Hi, there are two different roots: ج ن ن and ك ن ن. If the entity is about the root ك ن ن, the adjective shouldn't be crazy or mad. crazy and mad in Arabic means مجنون from the root ج ن ن, not ك ن ن. مكنون may mean protected, concealed or Hidden. Karim185.3 (talk) 17:40, 13 August 2023 (UTC)Reply[reply]

@Karim185.3: I can't speak or read Arabic (except recognising some letters of the alphabet). I will forward your comment to WT:TR. Thank you. Equinox 17:59, 13 August 2023 (UTC)Reply[reply]

Atlas pied flycatcher: eponym? Edit

I didn't think that we would say that a bird name after a geographic feature (eg, Atlas mountains) was eponymous to the person after whom the feature may have been named. It seems a lot like saying Old World flycatcher is a derived term of old and world. DCDuring (talk) 15:43, 10 September 2023 (UTC)Reply[reply]

@DCDuring: This is one of those issues that will be eventually fixed by super AI and taxonomy (category: anything whose name at any time was the name of a person). Please take it to WT:BP. Equinox 06:15, 16 September 2023 (UTC)Reply[reply]
So, would you treat ASCII as an eponym? Chuck Entz (talk) 13:06, 16 September 2023 (UTC)Reply[reply]
@Chuck Entz: An eponym is named after somebody, and it takes the name from the person. So the "Atlas butterfly" (whatever) is actually named after the mythological Atlas who held up the world (a person) rather like the Venus's comb (another piece of taxonomy named after Greek myth). I have no idea why you think "ASCII" relates to this, because there is no part of the word ASCII that is named after a person. Thus not an eponym. Equinox 01:31, 21 September 2023 (UTC)Reply[reply]
The first letter in ASCII stands for American, after Amerigo Vespucci. Ioaxxere (talk) 12:54, 22 September 2023 (UTC)Reply[reply]
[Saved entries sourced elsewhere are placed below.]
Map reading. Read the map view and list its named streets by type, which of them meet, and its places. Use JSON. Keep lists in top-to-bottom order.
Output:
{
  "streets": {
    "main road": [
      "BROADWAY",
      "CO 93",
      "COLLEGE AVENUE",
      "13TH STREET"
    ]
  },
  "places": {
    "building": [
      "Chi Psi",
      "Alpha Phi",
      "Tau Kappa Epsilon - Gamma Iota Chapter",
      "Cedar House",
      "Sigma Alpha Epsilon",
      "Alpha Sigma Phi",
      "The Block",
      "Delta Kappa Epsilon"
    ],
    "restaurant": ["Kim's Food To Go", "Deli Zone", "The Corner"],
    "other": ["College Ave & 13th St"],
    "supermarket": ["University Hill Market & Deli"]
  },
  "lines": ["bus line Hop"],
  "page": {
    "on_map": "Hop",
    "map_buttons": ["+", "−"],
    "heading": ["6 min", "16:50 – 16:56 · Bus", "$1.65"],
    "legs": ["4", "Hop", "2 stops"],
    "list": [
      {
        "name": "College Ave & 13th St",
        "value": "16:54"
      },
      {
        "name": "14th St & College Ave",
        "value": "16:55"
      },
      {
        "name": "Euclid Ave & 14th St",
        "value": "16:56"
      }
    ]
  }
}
My understanding is that eponyms are words derived from the names of people (not places). A "person" can be a mythological figure though, as well as a historical person. So "Atlas pied flycatcher" and "Atlas Mountains" are both eponyms of the mythical character of Atlas and "ASCII" is an eponym of the historical person Amerigo Vespucci. Nicole Sharp (talk) 16:43, 19 September 2023 (UTC)Reply[reply]

So, would you have Atlas pied flycatcher be a derived term of Atlas, Atlas Mountains, pied flycatcher, pied, flycatcher, fly, and catcher? Or is the principle limited to eponyms only? DCDuring (talk) 21:54, 19 September 2023 (UTC)Reply[reply]
Yes. Derivations should be infinitely recursive. A single origin word can have many many derivatives, since each derivative word may have its own derivatives. Eponyms are simply words that originate from a person. Amerigo Vespucci may have the most eponyms of any living, dead, or mythical person. For example, "Alpha Comae Berenices" (a toponym) derives from the Constellation Coma Berenices (another toponym) which derives from Queen Berenice (an anthroponym) which derives from Nike (another "anthroponym" though only mythical). So all of those terms are eponyms of Nike, as well as terms such as "nickel chloride" and "Nice model" (from the city of Nice, which is named after Nike). Nicole Sharp (talk) 00:51, 20 September 2023 (UTC)Reply[reply]
Why not display it stepwise instead of extensively? Should all descent-type relationships be displayed extensively? For all multi-word expressions? Should we also have the PIE for all component words and every possible intermediate? I suppose we can try to make up for mediocre to poor definitions by more etymology/descent coverage. The more of this kind of thing we display, especially by default to unregistered users (ie, normal folk)), the less we will have to be bothered with giving them what they come to a dictionary for. DCDuring (talk) 16:06, 22 September 2023 (UTC)Reply[reply]

marine acid air Edit

Apologies Eq but I reverted you here. The term is still used, it is just used exclusively in historical contexts (when talking about the past). So (historical) is the appropriate tag. In my understanding (obsolete) should only be used when a term is no longer in use. Ƿidsiþ 13:24, 12 September 2023 (UTC)Reply[reply]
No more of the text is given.